*Aim of the task*.
Output the entries below unchanged, except for the pictures.

....................

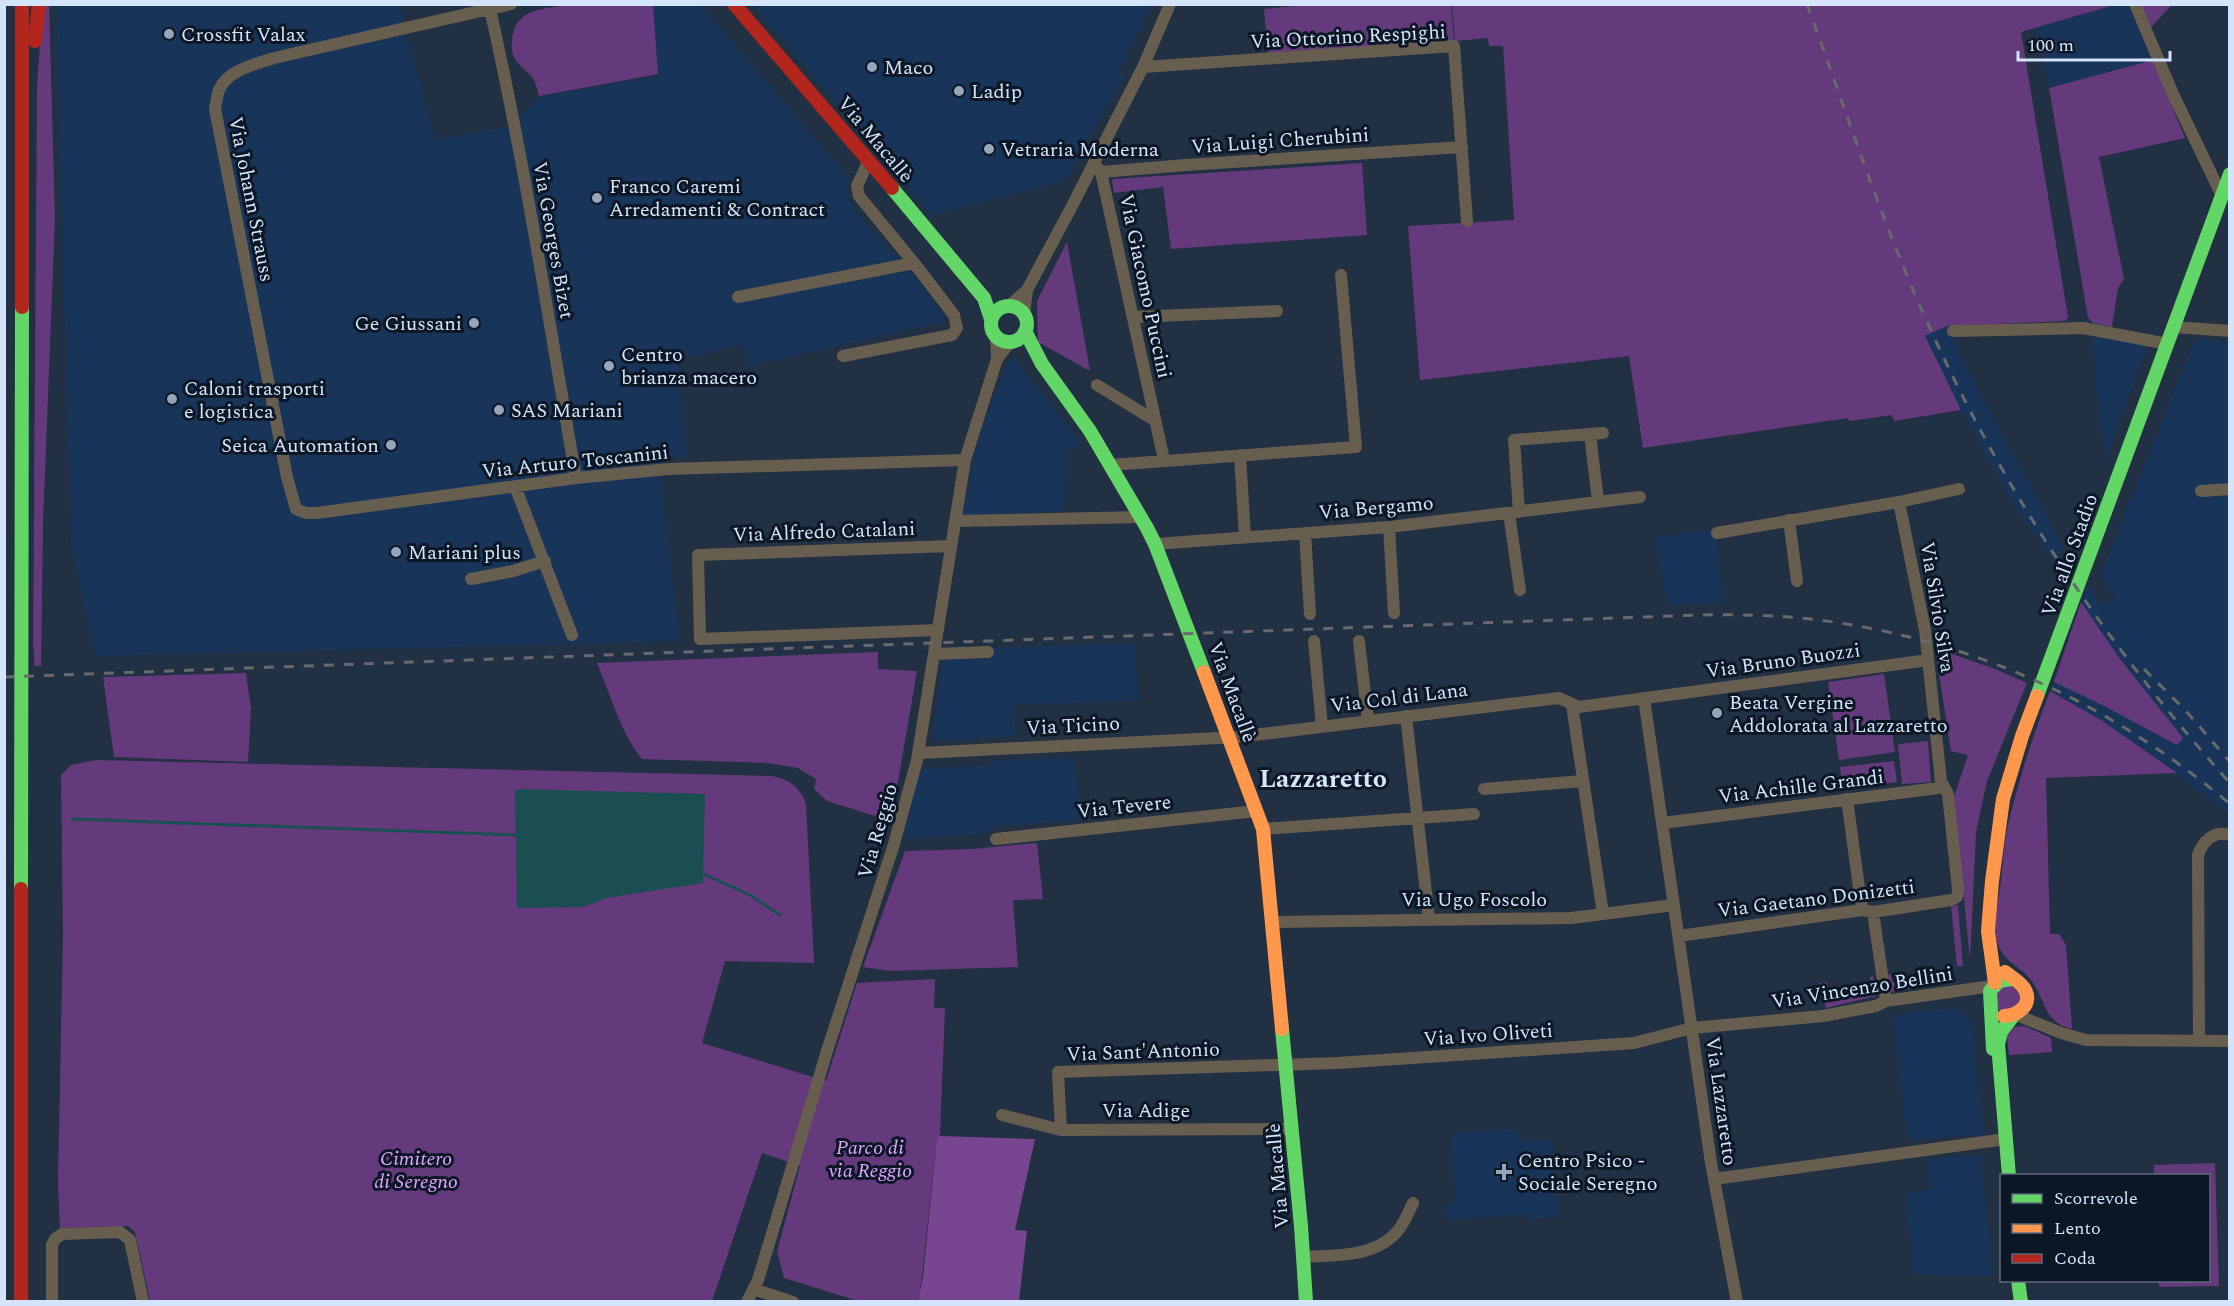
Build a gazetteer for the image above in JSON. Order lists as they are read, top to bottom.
{
  "streets": {
    "main road": ["Via Macallè", "Via allo Stadio"],
    "street": [
      "Via Ottorino Respighi",
      "Via Luigi Cherubini",
      "Via Johann Strauss",
      "Via Georges Bizet",
      "Via Giacomo Puccini",
      "Via Arturo Toscanini",
      "Via Bergamo",
      "Via Alfredo Catalani",
      "Via Silvio Silva",
      "Via Bruno Buozzi",
      "Via Col di Lana",
      "Via Ticino",
      "Via Achille Grandi",
      "Via Tevere",
      "Via Reggio",
      "Via Gaetano Donizetti",
      "Via Ugo Foscolo",
      "Via Vincenzo Bellini",
      "Via Ivo Oliveti",
      "Via Sant'Antonio",
      "Via Lazzaretto",
      "Via Adige"
    ]
  },
  "crossings": [
    ["Via Ottorino Respighi", "Via Luigi Cherubini"],
    ["Via Macallè", "Via Bergamo"],
    ["Via Macallè", "Via Col di Lana"],
    ["Via Macallè", "Via Ticino"],
    ["Via Macallè", "Via Tevere"],
    ["Via Macallè", "Via Reggio"],
    ["Via Macallè", "Via Ugo Foscolo"],
    ["Via Macallè", "Via Ivo Oliveti"],
    ["Via Macallè", "Via Sant'Antonio"],
    ["Via Macallè", "Via Adige"],
    ["Via Luigi Cherubini", "Via Giacomo Puccini"],
    ["Via Johann Strauss", "Via Georges Bizet"],
    ["Via Johann Strauss", "Via Arturo Toscanini"],
    ["Via Georges Bizet", "Via Arturo Toscanini"],
    ["Via Arturo Toscanini", "Via Reggio"],
    ["Via Alfredo Catalani", "Via Reggio"],
    ["Via allo Stadio", "Via Vincenzo Bellini"],
    ["Via Silvio Silva", "Via Bruno Buozzi"],
    ["Via Silvio Silva", "Via Achille Grandi"],
    ["Via Silvio Silva", "Via Gaetano Donizetti"],
    ["Via Bruno Buozzi", "Via Col di Lana"],
    ["Via Bruno Buozzi", "Via Lazzaretto"],
    ["Via Col di Lana", "Via Ticino"],
    ["Via Ticino", "Via Reggio"],
    ["Via Achille Grandi", "Via Lazzaretto"],
    ["Via Gaetano Donizetti", "Via Lazzaretto"],
    ["Via Ugo Foscolo", "Via Lazzaretto"],
    ["Via Vincenzo Bellini", "Via Ivo Oliveti"],
    ["Via Vincenzo Bellini", "Via Lazzaretto"],
    ["Via Ivo Oliveti", "Via Sant'Antonio"],
    ["Via Ivo Oliveti", "Via Lazzaretto"],
    ["Via Sant'Antonio", "Via Adige"]
  ],
  "districts": ["Lazzaretto"],
  "parks": ["Parco di via Reggio", "Cimitero di Seregno"],
  "places": {
    "other": [
      "Crossfit Valax",
      "Maco",
      "Ladip",
      "Vetraria Moderna",
      "Franco Caremi Arredamenti & Contract",
      "Ge Giussani",
      "Centro brianza macero",
      "Caloni trasporti e logistica",
      "SAS Mariani",
      "Seica Automation",
      "Mariani plus",
      "Beata Vergine Addolorata al Lazzaretto"
    ],
    "health": ["Centro Psico - Sociale Seregno"]
  },
  "legend": ["Scorrevole", "Lento", "Coda"],
  "scale_bar": "100 m"
}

....................

*Written reply*.
Build a gazetteer for the image above in JSON. Order lists as they are read, top to bottom.
{
  "streets": {
    "main road": ["Via Macallè", "Via allo Stadio"],
    "street": [
      "Via Ottorino Respighi",
      "Via Luigi Cherubini",
      "Via Johann Strauss",
      "Via Georges Bizet",
      "Via Giacomo Puccini",
      "Via Arturo Toscanini",
      "Via Bergamo",
      "Via Alfredo Catalani",
      "Via Silvio Silva",
      "Via Bruno Buozzi",
      "Via Col di Lana",
      "Via Ticino",
      "Via Achille Grandi",
      "Via Tevere",
      "Via Reggio",
      "Via Gaetano Donizetti",
      "Via Ugo Foscolo",
      "Via Vincenzo Bellini",
      "Via Ivo Oliveti",
      "Via Sant'Antonio",
      "Via Lazzaretto",
      "Via Adige"
    ]
  },
  "crossings": [
    ["Via Ottorino Respighi", "Via Luigi Cherubini"],
    ["Via Macallè", "Via Bergamo"],
    ["Via Macallè", "Via Col di Lana"],
    ["Via Macallè", "Via Ticino"],
    ["Via Macallè", "Via Tevere"],
    ["Via Macallè", "Via Reggio"],
    ["Via Macallè", "Via Ugo Foscolo"],
    ["Via Macallè", "Via Ivo Oliveti"],
    ["Via Macallè", "Via Sant'Antonio"],
    ["Via Macallè", "Via Adige"],
    ["Via Luigi Cherubini", "Via Giacomo Puccini"],
    ["Via Johann Strauss", "Via Georges Bizet"],
    ["Via Johann Strauss", "Via Arturo Toscanini"],
    ["Via Georges Bizet", "Via Arturo Toscanini"],
    ["Via Arturo Toscanini", "Via Reggio"],
    ["Via Alfredo Catalani", "Via Reggio"],
    ["Via allo Stadio", "Via Vincenzo Bellini"],
    ["Via Silvio Silva", "Via Bruno Buozzi"],
    ["Via Silvio Silva", "Via Achille Grandi"],
    ["Via Silvio Silva", "Via Gaetano Donizetti"],
    ["Via Bruno Buozzi", "Via Col di Lana"],
    ["Via Bruno Buozzi", "Via Lazzaretto"],
    ["Via Col di Lana", "Via Ticino"],
    ["Via Ticino", "Via Reggio"],
    ["Via Achille Grandi", "Via Lazzaretto"],
    ["Via Gaetano Donizetti", "Via Lazzaretto"],
    ["Via Ugo Foscolo", "Via Lazzaretto"],
    ["Via Vincenzo Bellini", "Via Ivo Oliveti"],
    ["Via Vincenzo Bellini", "Via Lazzaretto"],
    ["Via Ivo Oliveti", "Via Sant'Antonio"],
    ["Via Ivo Oliveti", "Via Lazzaretto"],
    ["Via Sant'Antonio", "Via Adige"]
  ],
  "districts": ["Lazzaretto"],
  "parks": ["Parco di via Reggio", "Cimitero di Seregno"],
  "places": {
    "other": [
      "Crossfit Valax",
      "Maco",
      "Ladip",
      "Vetraria Moderna",
      "Franco Caremi Arredamenti & Contract",
      "Ge Giussani",
      "Centro brianza macero",
      "Caloni trasporti e logistica",
      "SAS Mariani",
      "Seica Automation",
      "Mariani plus",
      "Beata Vergine Addolorata al Lazzaretto"
    ],
    "health": ["Centro Psico - Sociale Seregno"]
  },
  "legend": ["Scorrevole", "Lento", "Coda"],
  "scale_bar": "100 m"
}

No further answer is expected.